Count how many lines of the material contain the string "value", then give that number and nothing more.
***** Entries shown *****
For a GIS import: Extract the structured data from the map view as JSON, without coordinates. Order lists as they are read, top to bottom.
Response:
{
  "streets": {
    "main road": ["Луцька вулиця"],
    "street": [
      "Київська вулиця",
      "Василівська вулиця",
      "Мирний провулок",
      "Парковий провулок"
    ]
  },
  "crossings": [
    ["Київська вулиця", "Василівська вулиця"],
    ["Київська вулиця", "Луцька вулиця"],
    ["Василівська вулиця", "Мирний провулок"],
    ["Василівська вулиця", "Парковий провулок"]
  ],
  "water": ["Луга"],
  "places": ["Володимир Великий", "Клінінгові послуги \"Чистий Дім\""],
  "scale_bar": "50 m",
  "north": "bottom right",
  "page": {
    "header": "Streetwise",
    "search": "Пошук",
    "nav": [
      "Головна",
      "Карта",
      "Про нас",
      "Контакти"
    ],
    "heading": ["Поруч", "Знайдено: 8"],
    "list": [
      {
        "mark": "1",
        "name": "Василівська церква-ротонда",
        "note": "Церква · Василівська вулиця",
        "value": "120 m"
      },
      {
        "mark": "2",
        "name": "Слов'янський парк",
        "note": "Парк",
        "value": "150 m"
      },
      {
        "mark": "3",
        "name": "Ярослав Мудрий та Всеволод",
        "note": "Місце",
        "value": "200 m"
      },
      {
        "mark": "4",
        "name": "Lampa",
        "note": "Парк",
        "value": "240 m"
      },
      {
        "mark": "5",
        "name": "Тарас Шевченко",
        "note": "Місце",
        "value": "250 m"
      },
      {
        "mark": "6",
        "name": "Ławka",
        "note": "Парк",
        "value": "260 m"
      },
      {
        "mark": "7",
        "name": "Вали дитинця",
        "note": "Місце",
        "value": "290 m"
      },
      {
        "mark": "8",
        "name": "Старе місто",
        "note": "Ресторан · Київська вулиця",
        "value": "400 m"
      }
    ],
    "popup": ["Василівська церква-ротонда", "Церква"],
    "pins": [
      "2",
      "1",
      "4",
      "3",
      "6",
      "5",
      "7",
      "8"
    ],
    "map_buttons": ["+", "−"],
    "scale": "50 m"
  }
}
*****
● Solution
8